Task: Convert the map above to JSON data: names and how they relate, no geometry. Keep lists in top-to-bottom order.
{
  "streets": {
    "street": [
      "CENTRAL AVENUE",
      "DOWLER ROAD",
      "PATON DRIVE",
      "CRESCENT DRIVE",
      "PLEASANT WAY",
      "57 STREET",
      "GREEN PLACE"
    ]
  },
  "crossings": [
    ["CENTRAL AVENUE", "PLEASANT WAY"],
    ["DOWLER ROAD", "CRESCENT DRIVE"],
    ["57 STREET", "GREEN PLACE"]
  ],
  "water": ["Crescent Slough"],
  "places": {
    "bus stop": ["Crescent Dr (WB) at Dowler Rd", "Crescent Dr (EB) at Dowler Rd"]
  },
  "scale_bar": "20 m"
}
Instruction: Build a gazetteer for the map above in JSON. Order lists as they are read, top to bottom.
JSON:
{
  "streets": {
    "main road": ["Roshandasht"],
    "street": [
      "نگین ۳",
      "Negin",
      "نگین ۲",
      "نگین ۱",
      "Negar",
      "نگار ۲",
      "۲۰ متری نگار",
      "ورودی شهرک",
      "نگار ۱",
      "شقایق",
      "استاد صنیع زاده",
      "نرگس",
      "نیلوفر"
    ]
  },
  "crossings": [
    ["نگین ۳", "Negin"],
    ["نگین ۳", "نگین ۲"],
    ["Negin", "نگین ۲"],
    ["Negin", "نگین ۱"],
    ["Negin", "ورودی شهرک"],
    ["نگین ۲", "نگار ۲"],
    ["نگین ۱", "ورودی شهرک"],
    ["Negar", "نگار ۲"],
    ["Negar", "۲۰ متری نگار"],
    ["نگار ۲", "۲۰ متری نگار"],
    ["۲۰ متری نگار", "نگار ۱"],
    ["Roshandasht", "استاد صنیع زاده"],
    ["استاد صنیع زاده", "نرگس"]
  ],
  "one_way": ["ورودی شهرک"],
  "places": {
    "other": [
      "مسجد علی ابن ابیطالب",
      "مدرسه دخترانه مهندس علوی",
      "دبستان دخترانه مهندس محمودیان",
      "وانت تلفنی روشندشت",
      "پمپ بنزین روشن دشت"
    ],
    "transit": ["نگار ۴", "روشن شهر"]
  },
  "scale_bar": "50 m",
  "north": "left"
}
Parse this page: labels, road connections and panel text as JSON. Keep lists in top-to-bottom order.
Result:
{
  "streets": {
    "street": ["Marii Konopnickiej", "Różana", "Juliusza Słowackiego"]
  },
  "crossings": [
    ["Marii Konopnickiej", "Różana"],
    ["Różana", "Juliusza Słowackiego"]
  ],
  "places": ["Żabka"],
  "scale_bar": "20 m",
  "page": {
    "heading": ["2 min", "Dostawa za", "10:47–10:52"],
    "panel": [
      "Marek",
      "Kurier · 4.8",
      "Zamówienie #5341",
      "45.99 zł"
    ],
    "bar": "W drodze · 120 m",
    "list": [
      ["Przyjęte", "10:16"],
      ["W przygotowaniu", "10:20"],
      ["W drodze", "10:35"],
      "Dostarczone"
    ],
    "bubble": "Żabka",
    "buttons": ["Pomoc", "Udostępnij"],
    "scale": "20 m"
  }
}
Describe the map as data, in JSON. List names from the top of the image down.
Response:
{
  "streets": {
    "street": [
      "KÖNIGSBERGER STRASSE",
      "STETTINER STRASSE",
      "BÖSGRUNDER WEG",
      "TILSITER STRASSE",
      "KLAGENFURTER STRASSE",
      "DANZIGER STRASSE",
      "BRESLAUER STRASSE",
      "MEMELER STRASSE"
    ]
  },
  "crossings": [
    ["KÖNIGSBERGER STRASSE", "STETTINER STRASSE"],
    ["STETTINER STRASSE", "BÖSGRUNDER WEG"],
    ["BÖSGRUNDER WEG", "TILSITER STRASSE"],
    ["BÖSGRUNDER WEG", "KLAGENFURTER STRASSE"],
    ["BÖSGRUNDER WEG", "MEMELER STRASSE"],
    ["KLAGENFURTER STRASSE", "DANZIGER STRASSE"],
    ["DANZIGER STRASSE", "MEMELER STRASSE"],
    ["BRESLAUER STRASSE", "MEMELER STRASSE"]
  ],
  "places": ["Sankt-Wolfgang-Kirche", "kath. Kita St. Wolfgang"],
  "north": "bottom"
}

---------------

▶ _EXERCISE GOAL_
Everything in the listing must be returned word for word.

▶ _RESPONSE AREA_
Task: Convert the map above to JSON data: names and how they relate, no geometry. Keep lists in top-to-bottom order.
{
  "streets": {
    "street": [
      "CENTRAL AVENUE",
      "DOWLER ROAD",
      "PATON DRIVE",
      "CRESCENT DRIVE",
      "PLEASANT WAY",
      "57 STREET",
      "GREEN PLACE"
    ]
  },
  "crossings": [
    ["CENTRAL AVENUE", "PLEASANT WAY"],
    ["DOWLER ROAD", "CRESCENT DRIVE"],
    ["57 STREET", "GREEN PLACE"]
  ],
  "water": ["Crescent Slough"],
  "places": {
    "bus stop": ["Crescent Dr (WB) at Dowler Rd", "Crescent Dr (EB) at Dowler Rd"]
  },
  "scale_bar": "20 m"
}
Instruction: Build a gazetteer for the map above in JSON. Order lists as they are read, top to bottom.
JSON:
{
  "streets": {
    "main road": ["Roshandasht"],
    "street": [
      "نگین ۳",
      "Negin",
      "نگین ۲",
      "نگین ۱",
      "Negar",
      "نگار ۲",
      "۲۰ متری نگار",
      "ورودی شهرک",
      "نگار ۱",
      "شقایق",
      "استاد صنیع زاده",
      "نرگس",
      "نیلوفر"
    ]
  },
  "crossings": [
    ["نگین ۳", "Negin"],
    ["نگین ۳", "نگین ۲"],
    ["Negin", "نگین ۲"],
    ["Negin", "نگین ۱"],
    ["Negin", "ورودی شهرک"],
    ["نگین ۲", "نگار ۲"],
    ["نگین ۱", "ورودی شهرک"],
    ["Negar", "نگار ۲"],
    ["Negar", "۲۰ متری نگار"],
    ["نگار ۲", "۲۰ متری نگار"],
    ["۲۰ متری نگار", "نگار ۱"],
    ["Roshandasht", "استاد صنیع زاده"],
    ["استاد صنیع زاده", "نرگس"]
  ],
  "one_way": ["ورودی شهرک"],
  "places": {
    "other": [
      "مسجد علی ابن ابیطالب",
      "مدرسه دخترانه مهندس علوی",
      "دبستان دخترانه مهندس محمودیان",
      "وانت تلفنی روشندشت",
      "پمپ بنزین روشن دشت"
    ],
    "transit": ["نگار ۴", "روشن شهر"]
  },
  "scale_bar": "50 m",
  "north": "left"
}
Parse this page: labels, road connections and panel text as JSON. Keep lists in top-to-bottom order.
Result:
{
  "streets": {
    "street": ["Marii Konopnickiej", "Różana", "Juliusza Słowackiego"]
  },
  "crossings": [
    ["Marii Konopnickiej", "Różana"],
    ["Różana", "Juliusza Słowackiego"]
  ],
  "places": ["Żabka"],
  "scale_bar": "20 m",
  "page": {
    "heading": ["2 min", "Dostawa za", "10:47–10:52"],
    "panel": [
      "Marek",
      "Kurier · 4.8",
      "Zamówienie #5341",
      "45.99 zł"
    ],
    "bar": "W drodze · 120 m",
    "list": [
      ["Przyjęte", "10:16"],
      ["W przygotowaniu", "10:20"],
      ["W drodze", "10:35"],
      "Dostarczone"
    ],
    "bubble": "Żabka",
    "buttons": ["Pomoc", "Udostępnij"],
    "scale": "20 m"
  }
}
Describe the map as data, in JSON. List names from the top of the image down.
Response:
{
  "streets": {
    "street": [
      "KÖNIGSBERGER STRASSE",
      "STETTINER STRASSE",
      "BÖSGRUNDER WEG",
      "TILSITER STRASSE",
      "KLAGENFURTER STRASSE",
      "DANZIGER STRASSE",
      "BRESLAUER STRASSE",
      "MEMELER STRASSE"
    ]
  },
  "crossings": [
    ["KÖNIGSBERGER STRASSE", "STETTINER STRASSE"],
    ["STETTINER STRASSE", "BÖSGRUNDER WEG"],
    ["BÖSGRUNDER WEG", "TILSITER STRASSE"],
    ["BÖSGRUNDER WEG", "KLAGENFURTER STRASSE"],
    ["BÖSGRUNDER WEG", "MEMELER STRASSE"],
    ["KLAGENFURTER STRASSE", "DANZIGER STRASSE"],
    ["DANZIGER STRASSE", "MEMELER STRASSE"],
    ["BRESLAUER STRASSE", "MEMELER STRASSE"]
  ],
  "places": ["Sankt-Wolfgang-Kirche", "kath. Kita St. Wolfgang"],
  "north": "bottom"
}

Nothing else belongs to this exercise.